IT資源をユーザーが必要なときに、必要な分だけを提供するオンデマンド・サービスを本格的に展開する中堅ITサービス会社が出てきた。IIJ(インターネットイニシアティブ)グループのITサービス会社、IIJテクノロジーだ。ストレージ、ネットワークについで、この8月からサーバーの提供を開始するが、年商259億円、社員500人強の同社は、ITユーティリティコンピューティング環境の整備を進めることで、ITサービスビジネスの確立を目指すように見える。

 IIJテクノロジーは99年にIT資源を標準化したサービスとして提供する考え方を打ち出した。IBPSと呼ぶこのオンデマンド・サービスは、サーバーやストレージ、ネットワーク、さらには運用監視などを部品としてデータセンターに事前に用意しておくもので、アウトソーシングの拡張版に位置付けられる。ユーザーごとにアウトソーシングする範囲は異なるので、標準のサービス部品だけでカバーできないところがあれば、そこはSI(システム・インテグレーション)で対応する。

 このオンデマンド・サービスは当初、インターネット・ビジネスを早急に立ち上げたいベンチャー企業などを対象にしていた。ネットビジネス参入には、IT導入のスピードと、IT資源を柔軟に拡張・縮小できる仕組みが欠かせないからだ。もし、そのネットビジネスがあたれば、当初の10倍、100倍の規模のIT資源が瞬く間に必要になるかもしれない。その一方、ヒットしなかったら、そのビジネスから直ちに撤退することもある。IT資源の活用も、こうしたビジネス構造に柔軟に対応できる仕組みが求められている。
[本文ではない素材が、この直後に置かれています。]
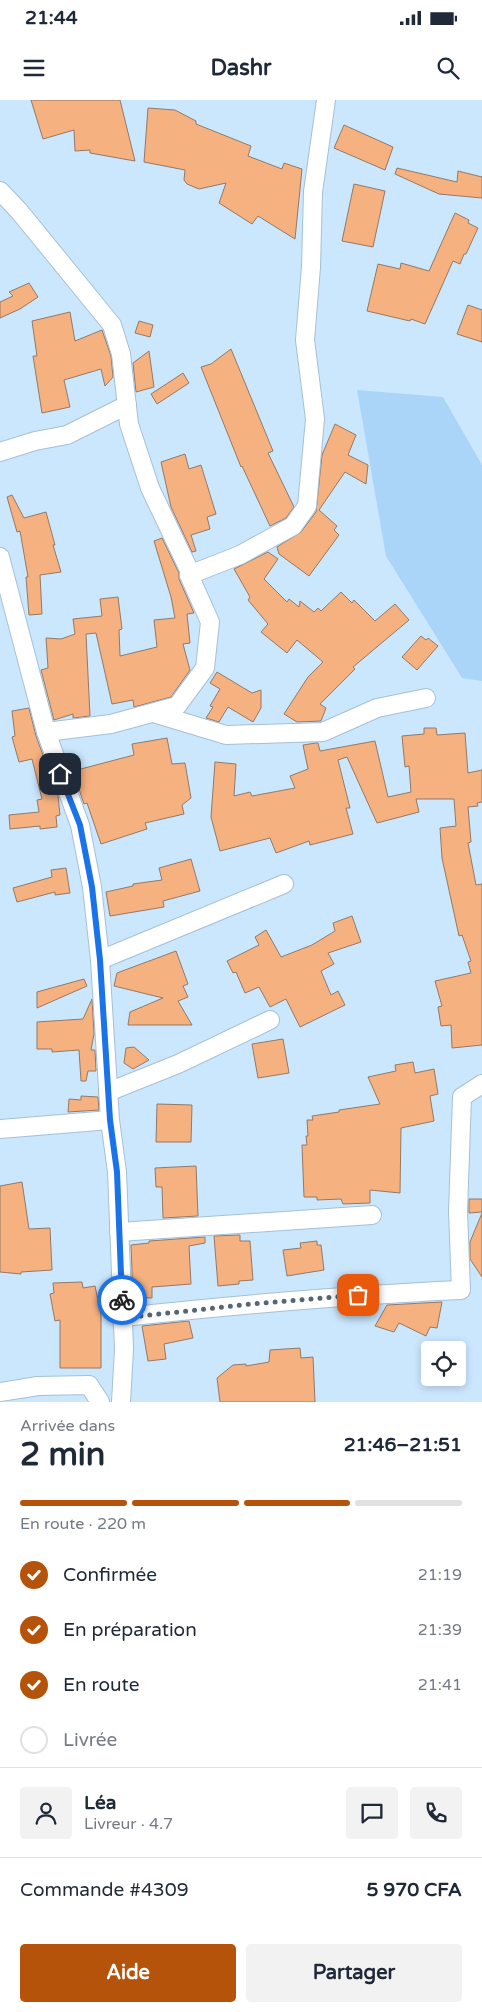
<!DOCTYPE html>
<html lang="fr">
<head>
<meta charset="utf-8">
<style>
	body { margin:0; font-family:"Varela Round",sans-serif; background:#f2f2f3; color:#1f2937; height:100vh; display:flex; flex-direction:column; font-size:19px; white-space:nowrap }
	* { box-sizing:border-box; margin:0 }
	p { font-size:16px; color:#747a83 }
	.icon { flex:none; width:28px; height:28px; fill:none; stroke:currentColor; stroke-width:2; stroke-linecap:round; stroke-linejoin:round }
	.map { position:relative; height:1302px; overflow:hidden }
	.panel { display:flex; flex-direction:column; background:#fff; flex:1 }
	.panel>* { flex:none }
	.fabs { position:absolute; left:421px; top:1241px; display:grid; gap:10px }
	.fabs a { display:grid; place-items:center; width:45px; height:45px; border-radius:5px; background:#fff; box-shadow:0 2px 8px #0003; font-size:25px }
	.pin { position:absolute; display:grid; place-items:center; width:42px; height:42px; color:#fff; margin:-21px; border-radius:10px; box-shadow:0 2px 8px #0006 }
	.courier { position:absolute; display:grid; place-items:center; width:50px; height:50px; margin:-25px; border:4px solid #1a73e8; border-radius:50%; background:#fff; color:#222; box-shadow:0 1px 6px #0007 }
	.headline em { font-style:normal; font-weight:800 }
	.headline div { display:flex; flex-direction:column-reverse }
	.headline { display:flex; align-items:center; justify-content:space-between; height:85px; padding:0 20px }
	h1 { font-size:32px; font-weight:800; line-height:38px }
	.bar { display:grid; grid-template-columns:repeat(4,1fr); gap:8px 5px; align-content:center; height:60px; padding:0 20px }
	.bar i { height:6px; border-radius:4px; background:#e0e1e3 }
	.bar .current { background:#b45309 }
	.bar p { grid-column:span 4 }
	.line { display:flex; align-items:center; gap:12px; padding:0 20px; border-top:1px solid #e0e1e3 }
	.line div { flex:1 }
	.round { display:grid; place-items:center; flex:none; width:52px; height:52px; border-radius:5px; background:#f2f2f3 }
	ol { padding:0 20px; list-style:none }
	li { display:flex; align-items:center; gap:15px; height:55px }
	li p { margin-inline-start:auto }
	li .icon { padding:5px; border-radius:50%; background:#b45309; color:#fff; stroke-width:4 }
	li:last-child { color:#747a83 }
	li i { width:28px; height:28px; border:2px solid #e0e1e3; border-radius:50% }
	.primary-button { display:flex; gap:10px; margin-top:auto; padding:10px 20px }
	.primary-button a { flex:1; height:58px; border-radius:5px; background:#b45309; color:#fff; font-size:20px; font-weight:800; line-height:58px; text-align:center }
	.primary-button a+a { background:#f2f2f3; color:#1f2937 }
	.status { display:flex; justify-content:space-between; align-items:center; height:35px; padding:0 25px; background:#fff; direction:ltr }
	.status svg { height:14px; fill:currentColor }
	header { display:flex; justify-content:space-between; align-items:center; height:65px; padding:0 20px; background:#fff; font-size:22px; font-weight:800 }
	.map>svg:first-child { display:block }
	.green { fill:#abd5f8 }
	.building { fill:#f6b180; stroke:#937966 }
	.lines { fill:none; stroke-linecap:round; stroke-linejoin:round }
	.minor-casing { stroke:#a5c0d6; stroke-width:20 }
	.minor { stroke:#fff; stroke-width:18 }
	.done { stroke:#566774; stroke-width:5; stroke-dasharray:0 9 }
	.route { stroke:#1a73e8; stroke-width:6 }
</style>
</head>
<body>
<div class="status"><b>21:44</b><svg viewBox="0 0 49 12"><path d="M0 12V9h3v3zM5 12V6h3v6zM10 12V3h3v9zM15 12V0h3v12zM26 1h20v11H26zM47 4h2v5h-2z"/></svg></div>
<header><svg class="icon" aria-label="menu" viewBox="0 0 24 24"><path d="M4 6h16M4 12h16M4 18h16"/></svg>Dashr<svg class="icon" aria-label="search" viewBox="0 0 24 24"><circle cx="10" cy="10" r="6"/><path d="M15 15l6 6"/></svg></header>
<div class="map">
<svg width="482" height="1302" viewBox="0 0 482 1302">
	<rect width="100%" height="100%" fill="#cbe7fe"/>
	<path class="green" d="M357 290 443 297 482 365V581L462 578 386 456Z"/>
	<g class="building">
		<path d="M31 0H120L135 61 90 53V50L75 51 74 30 43 39Z"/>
		<path d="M148 8 175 10 196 21V24L251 46 248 56 282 69 284 63 302 69 295 139 258 116 252 124 219 103 226 83 199 89 187 84 184 80 185 70 144 62Z"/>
		<path d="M344 25 393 47 385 70 334 48Z"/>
		<path d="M397 68 457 82 458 71 482 77V98L439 94 395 74Z"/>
		<path d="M354 84 385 91 373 147 342 141Z"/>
		<path d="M455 113 469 120 468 123 478 128 466 154H464L460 164 453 161 425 224 411 219 410 221 367 211 378 164 400 169 401 163 429 171Z"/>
		<path d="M29 183 38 197 20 209 0 218V202L13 196 9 192Z"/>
		<path d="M468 205 482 210V242L457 234Z"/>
		<path d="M70 212 75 241 102 230 111 256 113 277 105 286 101 269 64 280 70 307 42 313 33 256H37L32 221Z"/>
		<path d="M139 221 153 225 150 237 135 233Z"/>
		<path d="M231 249 273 351 268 353 294 407 286 418 270 426 242 366 241 367 201 267 211 264Z"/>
		<path d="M149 251 154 287 136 292 133 263Z"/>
		<path d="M183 273 189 283 157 304 151 294Z"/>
		<path d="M335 324 356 335 348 355 368 365 366 384 345 372 319 410 337 426 334 430 339 435 309 476 279 454 277 447 301 432 316 412 322 355Z"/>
		<path d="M185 354 189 369 201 365 216 414 207 417 210 429 191 435 196 451 192 452 171 407 161 362Z"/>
		<path d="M12 395 24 418 46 412 55 445H53L61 472 40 475 42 514 29 515 26 477H28L20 431 17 432 7 397Z"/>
		<path d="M162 438 179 473V479L194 513 187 514 190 543 183 544 190 570 171 597 134 607 133 600 112 604 96 533 86 534 90 616 73 618V614L54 620 41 570 48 568 46 538 61 539 75 534 73 519 102 516 100 499 118 497 122 529 119 530 120 556 157 547 154 520 175 518 171 497 154 441Z"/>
		<path d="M268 452 278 459 264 479 287 502 289 499 299 507 300 501 314 512 318 508 321 511 341 492 352 503 354 500 375 521 395 504 409 520 353 567 355 569 320 604 326 608 321 621 297 622 284 614 308 577 323 562 297 540 287 553 261 532 268 524 248 500 250 497 234 469Z"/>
		<path d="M421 536 426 540 428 538 438 546 417 570 402 557Z"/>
		<path d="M217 572 252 593 261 590V608L253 622 228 607 219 622 206 618 213 607 210 606 220 589 210 583Z"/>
		<path d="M29 608 36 636 58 696 60 715 56 716 57 727 40 729V726L10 729 9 715 39 712 37 700 42 699 32 659 19 662 12 637 15 636 12 611Z"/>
		<path d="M424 628H436L437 635 465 633 468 673 482 670V702L477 703 478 706 468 707 471 742 468 743 476 785 482 784V945L452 948 451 925 441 926 438 907 442 906 435 881 471 873 468 862 471 861 462 835 459 836 442 758 440 728 456 726 454 699H416L419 712 377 723 347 657 338 660 350 708H346L353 734 310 745 309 741 276 753 270 738 220 751 211 717 215 662 236 664 234 696 250 692 252 696 295 688 290 676 308 669 303 645 316 643H318L320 651 375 641 388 697 411 692 409 666 405 667 402 636 424 634Z"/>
		<path d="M167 638 172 664 185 663 191 698 182 705 184 714 145 723 147 729 101 744 87 703 84 704 73 671 134 655 132 644Z"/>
		<path d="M191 759 200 791 163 801 164 807 110 816 106 792 133 786V784L162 780 159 768Z"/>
		<path d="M66 768 70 793 55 795V792L17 802 13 788 52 777 51 770Z"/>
		<path d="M352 816 361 842 328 853 334 864 321 871 331 895 338 891 345 905 300 927 286 899 270 907 259 887 245 893 236 872 233 873 227 861 259 845 255 837 266 830 281 857 312 845 335 831 333 823Z"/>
		<path d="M176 851 188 884 183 886 188 897 178 901 192 925H128L130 912 163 898 114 886 117 873Z"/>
		<path d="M84 879 87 886 37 908V892Z"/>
		<path d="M92 899 94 934 91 950H95L96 971H88L86 981H81L79 950 52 952V949H37V922L83 919Z"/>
		<path d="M283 939 289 973 258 978 252 944Z"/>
		<path d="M134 947 149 960 133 969 124 963 126 948Z"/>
		<path d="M413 962 415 973 434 969 438 994 430 996 434 1021 401 1028 400 1093 370 1090V1103L343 1104 341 1099 317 1100V1097H304L302 1045H307L306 1036H308L307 1020H313L312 1016 339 1012V1010L380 1004 368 977 396 971 395 965Z"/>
		<path d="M81 996 98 997 99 1010 68 1012 69 999 81 1000Z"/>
		<path d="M157 1004 192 1005 191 1042H156Z"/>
		<path d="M196 1066 198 1116 163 1118 162 1087H156L155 1068Z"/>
		<path d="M22 1082 29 1129 50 1128 52 1170 21 1172V1174L0 1172V1086Z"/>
		<path d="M469 1099H482V1112L469 1113Z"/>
		<path d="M482 1113V1177L470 1159V1142Z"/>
		<path d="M240 1135V1141H250L253 1180 239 1181V1184L218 1186 214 1136Z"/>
		<path d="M205 1137V1143L189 1146 191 1184 152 1187V1198L133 1197 131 1145 149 1143V1141Z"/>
		<path d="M317 1141V1145H321L324 1170 287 1176 283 1150 301 1148 300 1143Z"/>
		<path d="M82 1182 83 1188 95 1186 101 1215V1268H60V1220L55 1221 50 1194 54 1193 53 1183Z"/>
		<path d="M442 1202 437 1228 430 1227 426 1236 399 1223 394 1232 375 1226 387 1205Z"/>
		<path d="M189 1221 193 1238 164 1244 166 1259 148 1261 142 1226Z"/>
		<path d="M300 1248 301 1258 313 1257 315 1302H220L217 1278 233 1265 246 1264V1266L269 1262 270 1250Z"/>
	</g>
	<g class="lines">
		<g class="minor-casing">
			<g id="minor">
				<path d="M0 91 19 111 112 225 121 254 129 324 150 388 190 472 189 475 210 522 205 568 177 606 111 624 46 632"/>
				<path d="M0 352 35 341 67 335 127 305"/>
				<path d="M0 457 46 632 80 725 92 787 100 860 110 1020 117 1072 124 1249 121 1302"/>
				<path d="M189 475 240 455 293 426 307 406 315 319 305 240 311 167 313 92 326 0"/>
				<path d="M153 613 226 635 323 632 377 608 426 598"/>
				<path d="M100 860 284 784"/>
				<path d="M108 992 178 964 270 920"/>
				<path d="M0 1029 110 1020"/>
				<path d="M119 1132 372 1115"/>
				<path d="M123 1217C235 1205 347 1195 461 1190L458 1111 462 997 482 984"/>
				<path d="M0 1292 38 1286 89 1285 100 1302"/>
			</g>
		</g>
		<use href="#minor" class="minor"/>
	</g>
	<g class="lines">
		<path class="done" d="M122 1200 123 1218 251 1204 358 1195"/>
		<path class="route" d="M60 674 80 725 92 787 100 860 110 1020 117 1072 122 1200"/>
	</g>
</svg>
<div class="fabs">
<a><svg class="icon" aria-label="locate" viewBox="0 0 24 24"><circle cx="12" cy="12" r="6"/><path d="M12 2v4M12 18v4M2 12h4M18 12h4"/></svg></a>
</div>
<div class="pin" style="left:358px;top:1195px;background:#ea580c"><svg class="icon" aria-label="bag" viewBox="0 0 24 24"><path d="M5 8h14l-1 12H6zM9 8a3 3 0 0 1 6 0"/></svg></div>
<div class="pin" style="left:60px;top:674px;background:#1f2937"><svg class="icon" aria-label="home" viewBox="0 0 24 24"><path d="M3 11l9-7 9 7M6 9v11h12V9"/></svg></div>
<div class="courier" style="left:122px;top:1200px"><svg class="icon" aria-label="bike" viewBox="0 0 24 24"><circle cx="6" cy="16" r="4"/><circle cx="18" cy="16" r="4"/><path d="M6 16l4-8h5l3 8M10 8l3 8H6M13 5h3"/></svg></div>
</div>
<section class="panel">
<div class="headline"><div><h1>2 min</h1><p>Arrivée dans</p></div><em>21:46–21:51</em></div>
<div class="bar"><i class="current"></i><i class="current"></i><i class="current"></i><i></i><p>En route · 220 m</p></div>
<ol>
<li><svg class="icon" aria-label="check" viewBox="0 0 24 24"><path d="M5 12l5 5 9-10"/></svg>Confirmée<p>21:19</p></li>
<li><svg class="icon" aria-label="check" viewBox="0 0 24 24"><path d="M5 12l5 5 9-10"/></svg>En préparation<p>21:39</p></li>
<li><svg class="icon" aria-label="check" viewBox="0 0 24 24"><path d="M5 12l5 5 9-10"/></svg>En route<p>21:41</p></li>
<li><i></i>Livrée</li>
</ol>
<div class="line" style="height:90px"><a class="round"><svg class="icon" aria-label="person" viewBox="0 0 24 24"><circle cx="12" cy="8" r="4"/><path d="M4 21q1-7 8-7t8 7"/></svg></a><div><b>Léa</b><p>Livreur · 4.7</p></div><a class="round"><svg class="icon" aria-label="chat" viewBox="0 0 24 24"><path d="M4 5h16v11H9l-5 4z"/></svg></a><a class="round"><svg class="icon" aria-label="phone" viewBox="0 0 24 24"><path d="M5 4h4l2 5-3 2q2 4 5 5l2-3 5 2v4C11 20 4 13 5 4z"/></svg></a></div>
<div class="line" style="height:65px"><div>Commande #4309</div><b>5 970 CFA</b></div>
<div class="primary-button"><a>Aide</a><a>Partager</a></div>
</section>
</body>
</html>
 IIJテクノロジーが今回、サーバーをIBPSのメニューに加えたのは、エンタープライズ領域にターゲットを広げるためだ。これまでもSIやアウトソーシング事業を展開してきた同社は、エンタープライズ分野では個別案件ごとにサーバーを用意してきた。ユーザー企業が購入する場合もあるし、同社のサーバーを利用する場合もあったが、いずれにしろユーザーごとにサーバーを調達してきた。

 サーバーを複数ユーザーで共有する難しさなどもあった。ストレージをオンデマンド型にいち早く対応できたのは、大容量ストレージを、例えば1社当たりGB単位に小分けし、データ保管用に使用する仕組みは容易できたという。ならば、サーバーも仮想化技術などを使い、分割すればいいという考え方もあるだろうが、「コストメリットが出せなかった。分割すると、クロックやメモリーなどの単価が高くなってしまう」(立久井正和・技術統括本部長補佐兼IBPS本部長)。1社ごとに小規模なサーバーを使ったほうがコストを抑えられる。「ユーザーごとに必要なOSやソフト、アプリケーションが異なる」(同)ことも、サーバー資源のオンデマンド・サービス化を遅らさせた理由だという。

2年間でサーバー1000台分を売る

 そこで、データセンターにブレードサーバーを配置するものの、ユーザーのシステムとプールしたサーバーを効果的に接続するために広域イーサネットのバックボーン技術やIT資源をユーザーの要求に応じて割り当てるプロビジョニング技術などを採用することで、問題解決を図った。

 「ネットワーク構成やシステム構成を自由に選択できないホスティング・サービスなどとも異なる」(立久井氏)。例えばWebサイト向けなら、イントラネットには使えないなど用途が限定されてしまうのに対して、同社のIBPSはプールしたサーバーの汎用的な活用を可能にしたという。特定のアプリケーションに使っていたサーバーを、別の用途に切り替えて使用することも容易にできるという。

 このシステム構成で、最大1000台のブレードサーバーをオンデマンド・サービス用として用意する計画。「データベースなどフロント系に年間500台から600台のサーバーを新規に使っているので、これらユーザーを取り込める」((立久井氏)とし、2年間で満杯になると見ている。特に、「業務量が例えば年末年始と夏季で大きく異なるなど、季節変動するシステムに適する」(吉川俊・営業統括本部長補佐兼営業企画部長)。

 この仕組みをアプリケーション・ベンダーの共有プラットフォームとして活用することも考えられるが、まずは自社ユーザーへの適用を優先させる。すでにストレージやネットワークのオンデマンド・サービスは、同社のアウトソーシング・ユーザー250社の半分、100社以上が活用しており、売り上げの3分の1がオンデマンドを含めた月額収入のサービスが占めるまで拡大している。

 オンデマンドは、ITサービス会社が人月商売から脱却する有効な道にもなりそうだが、そこには高い技術力も必要になる。

 
※)本コラムは日経ソリューションビジネス07年7月15日号「深層波」に加筆・修正したものです。